> Dataset extract
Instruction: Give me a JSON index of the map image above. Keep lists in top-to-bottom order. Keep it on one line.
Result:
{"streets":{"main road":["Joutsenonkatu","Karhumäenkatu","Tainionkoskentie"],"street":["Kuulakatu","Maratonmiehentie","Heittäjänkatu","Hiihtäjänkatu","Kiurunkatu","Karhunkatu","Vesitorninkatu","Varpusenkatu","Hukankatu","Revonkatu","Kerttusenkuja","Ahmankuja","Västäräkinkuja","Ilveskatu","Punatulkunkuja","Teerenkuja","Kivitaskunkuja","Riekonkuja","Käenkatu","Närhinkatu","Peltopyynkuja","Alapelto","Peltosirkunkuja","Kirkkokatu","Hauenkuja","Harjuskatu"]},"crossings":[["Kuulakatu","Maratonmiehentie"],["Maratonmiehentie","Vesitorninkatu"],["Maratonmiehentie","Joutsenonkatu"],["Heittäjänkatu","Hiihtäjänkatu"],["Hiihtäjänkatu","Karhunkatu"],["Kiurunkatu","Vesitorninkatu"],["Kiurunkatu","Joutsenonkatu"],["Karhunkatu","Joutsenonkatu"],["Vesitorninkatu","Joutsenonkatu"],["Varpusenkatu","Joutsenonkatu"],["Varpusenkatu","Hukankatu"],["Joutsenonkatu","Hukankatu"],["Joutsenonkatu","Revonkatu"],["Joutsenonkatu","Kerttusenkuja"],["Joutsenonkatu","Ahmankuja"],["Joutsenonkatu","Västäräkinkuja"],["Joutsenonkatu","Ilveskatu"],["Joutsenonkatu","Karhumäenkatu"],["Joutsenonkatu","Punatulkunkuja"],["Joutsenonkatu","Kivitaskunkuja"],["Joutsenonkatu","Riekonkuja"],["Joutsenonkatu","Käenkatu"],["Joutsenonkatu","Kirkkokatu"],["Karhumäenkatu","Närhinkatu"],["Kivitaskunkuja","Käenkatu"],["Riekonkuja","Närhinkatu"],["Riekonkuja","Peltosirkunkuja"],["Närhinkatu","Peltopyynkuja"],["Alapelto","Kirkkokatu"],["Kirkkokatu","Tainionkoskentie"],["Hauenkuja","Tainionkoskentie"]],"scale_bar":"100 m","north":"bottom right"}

> What to produce
Return the full data, every line of it, with nothing altered.

> Solution below
Instruction: Give me a JSON index of the map image above. Keep lists in top-to-bottom order. Keep it on one line.
Result:
{"streets":{"main road":["Joutsenonkatu","Karhumäenkatu","Tainionkoskentie"],"street":["Kuulakatu","Maratonmiehentie","Heittäjänkatu","Hiihtäjänkatu","Kiurunkatu","Karhunkatu","Vesitorninkatu","Varpusenkatu","Hukankatu","Revonkatu","Kerttusenkuja","Ahmankuja","Västäräkinkuja","Ilveskatu","Punatulkunkuja","Teerenkuja","Kivitaskunkuja","Riekonkuja","Käenkatu","Närhinkatu","Peltopyynkuja","Alapelto","Peltosirkunkuja","Kirkkokatu","Hauenkuja","Harjuskatu"]},"crossings":[["Kuulakatu","Maratonmiehentie"],["Maratonmiehentie","Vesitorninkatu"],["Maratonmiehentie","Joutsenonkatu"],["Heittäjänkatu","Hiihtäjänkatu"],["Hiihtäjänkatu","Karhunkatu"],["Kiurunkatu","Vesitorninkatu"],["Kiurunkatu","Joutsenonkatu"],["Karhunkatu","Joutsenonkatu"],["Vesitorninkatu","Joutsenonkatu"],["Varpusenkatu","Joutsenonkatu"],["Varpusenkatu","Hukankatu"],["Joutsenonkatu","Hukankatu"],["Joutsenonkatu","Revonkatu"],["Joutsenonkatu","Kerttusenkuja"],["Joutsenonkatu","Ahmankuja"],["Joutsenonkatu","Västäräkinkuja"],["Joutsenonkatu","Ilveskatu"],["Joutsenonkatu","Karhumäenkatu"],["Joutsenonkatu","Punatulkunkuja"],["Joutsenonkatu","Kivitaskunkuja"],["Joutsenonkatu","Riekonkuja"],["Joutsenonkatu","Käenkatu"],["Joutsenonkatu","Kirkkokatu"],["Karhumäenkatu","Närhinkatu"],["Kivitaskunkuja","Käenkatu"],["Riekonkuja","Närhinkatu"],["Riekonkuja","Peltosirkunkuja"],["Närhinkatu","Peltopyynkuja"],["Alapelto","Kirkkokatu"],["Kirkkokatu","Tainionkoskentie"],["Hauenkuja","Tainionkoskentie"]],"scale_bar":"100 m","north":"bottom right"}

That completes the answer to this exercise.